The full set of entries below, restated word for word and stripped of images, is the expected result.

***

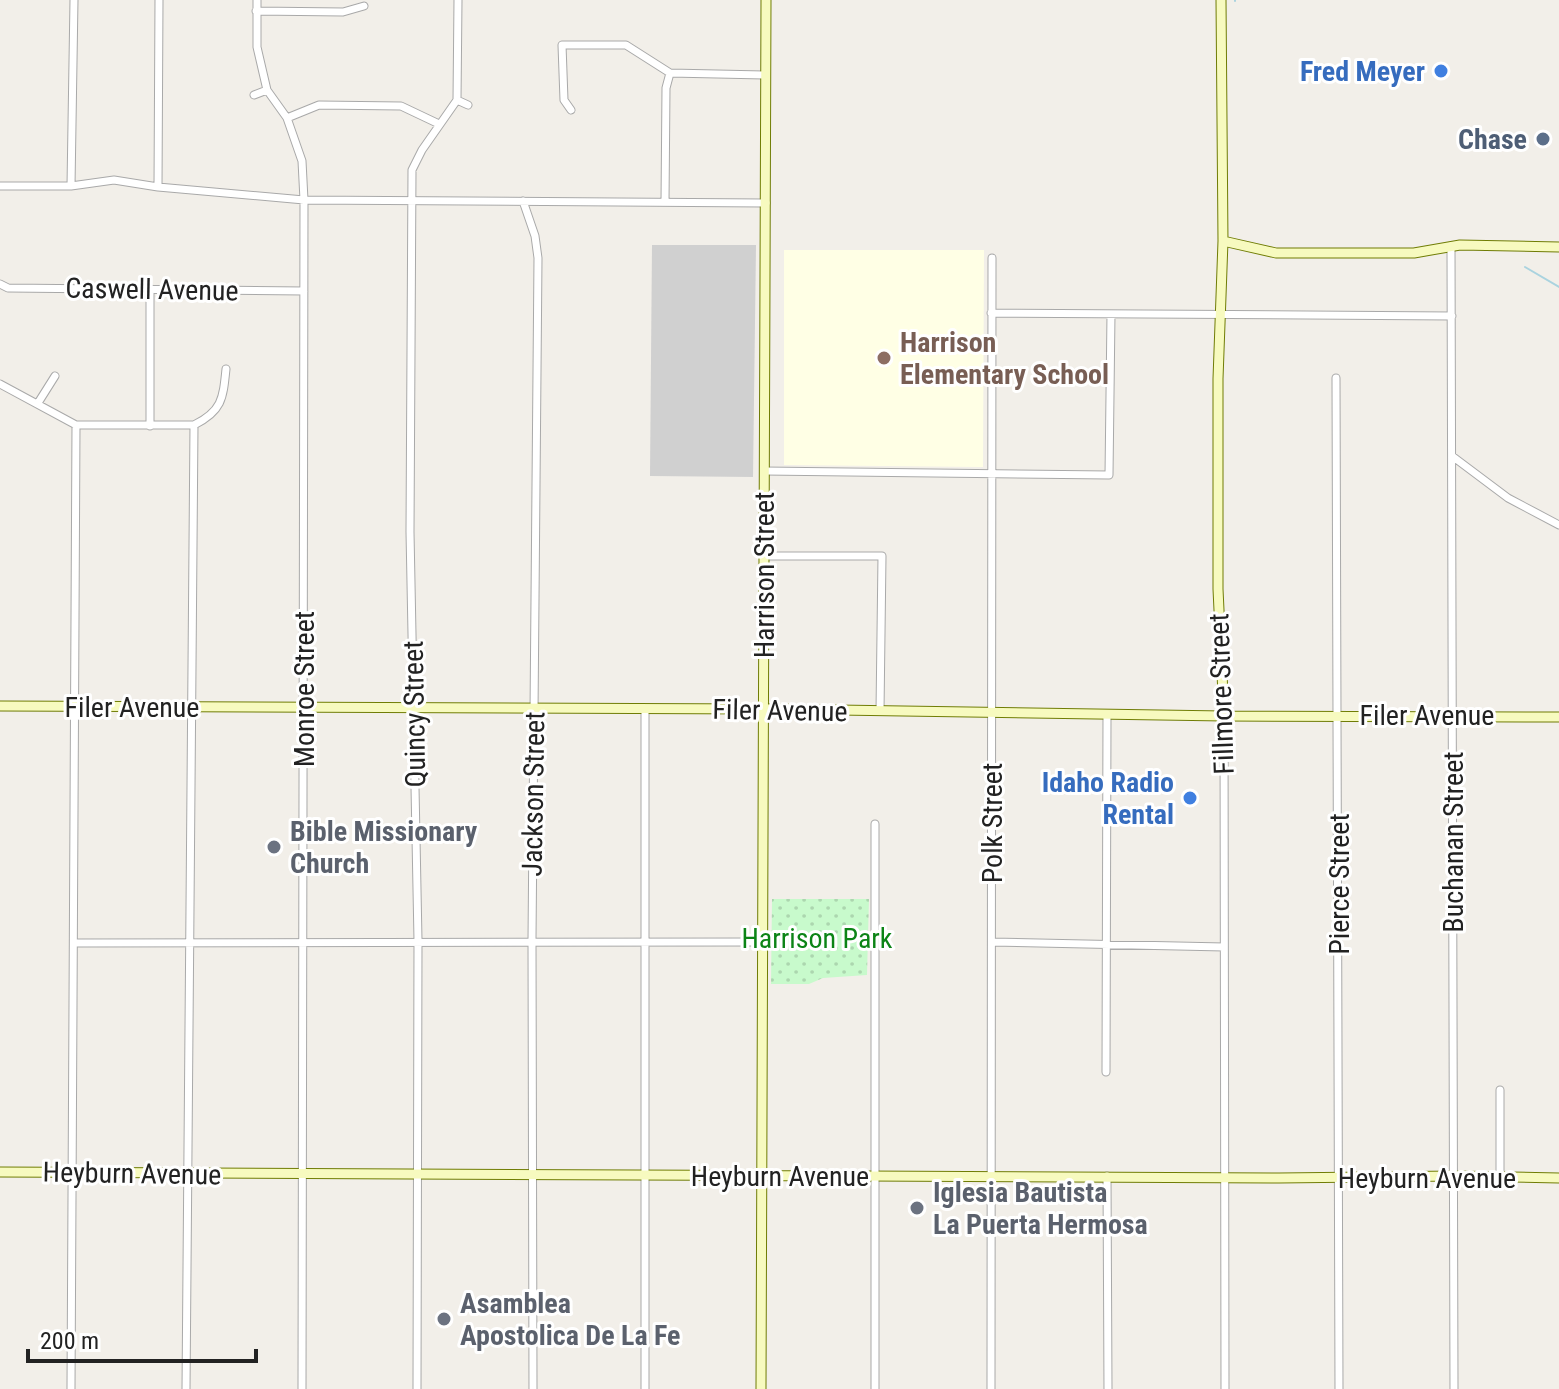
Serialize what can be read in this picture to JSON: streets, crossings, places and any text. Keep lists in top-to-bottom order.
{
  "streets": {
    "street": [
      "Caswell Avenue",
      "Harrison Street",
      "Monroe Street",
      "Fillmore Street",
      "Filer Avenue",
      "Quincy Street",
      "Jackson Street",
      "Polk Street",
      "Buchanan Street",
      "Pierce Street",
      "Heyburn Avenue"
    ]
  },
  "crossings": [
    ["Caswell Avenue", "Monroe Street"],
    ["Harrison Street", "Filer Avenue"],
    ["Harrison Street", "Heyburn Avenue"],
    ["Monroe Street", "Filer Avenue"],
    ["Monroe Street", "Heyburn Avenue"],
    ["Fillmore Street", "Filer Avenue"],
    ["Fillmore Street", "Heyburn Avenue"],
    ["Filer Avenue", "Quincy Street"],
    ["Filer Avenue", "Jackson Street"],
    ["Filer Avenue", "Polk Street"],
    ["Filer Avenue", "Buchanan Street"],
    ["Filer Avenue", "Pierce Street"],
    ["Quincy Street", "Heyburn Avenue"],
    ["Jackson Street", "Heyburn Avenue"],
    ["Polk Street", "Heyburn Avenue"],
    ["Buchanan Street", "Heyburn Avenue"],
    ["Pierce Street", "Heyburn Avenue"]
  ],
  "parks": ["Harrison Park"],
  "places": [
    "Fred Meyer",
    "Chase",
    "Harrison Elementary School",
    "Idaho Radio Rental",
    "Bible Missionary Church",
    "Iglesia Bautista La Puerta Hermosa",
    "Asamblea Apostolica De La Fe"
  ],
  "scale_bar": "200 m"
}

***

Answer to this exercise =
Serialize what can be read in this picture to JSON: streets, crossings, places and any text. Keep lists in top-to-bottom order.
{
  "streets": {
    "street": [
      "Caswell Avenue",
      "Harrison Street",
      "Monroe Street",
      "Fillmore Street",
      "Filer Avenue",
      "Quincy Street",
      "Jackson Street",
      "Polk Street",
      "Buchanan Street",
      "Pierce Street",
      "Heyburn Avenue"
    ]
  },
  "crossings": [
    ["Caswell Avenue", "Monroe Street"],
    ["Harrison Street", "Filer Avenue"],
    ["Harrison Street", "Heyburn Avenue"],
    ["Monroe Street", "Filer Avenue"],
    ["Monroe Street", "Heyburn Avenue"],
    ["Fillmore Street", "Filer Avenue"],
    ["Fillmore Street", "Heyburn Avenue"],
    ["Filer Avenue", "Quincy Street"],
    ["Filer Avenue", "Jackson Street"],
    ["Filer Avenue", "Polk Street"],
    ["Filer Avenue", "Buchanan Street"],
    ["Filer Avenue", "Pierce Street"],
    ["Quincy Street", "Heyburn Avenue"],
    ["Jackson Street", "Heyburn Avenue"],
    ["Polk Street", "Heyburn Avenue"],
    ["Buchanan Street", "Heyburn Avenue"],
    ["Pierce Street", "Heyburn Avenue"]
  ],
  "parks": ["Harrison Park"],
  "places": [
    "Fred Meyer",
    "Chase",
    "Harrison Elementary School",
    "Idaho Radio Rental",
    "Bible Missionary Church",
    "Iglesia Bautista La Puerta Hermosa",
    "Asamblea Apostolica De La Fe"
  ],
  "scale_bar": "200 m"
}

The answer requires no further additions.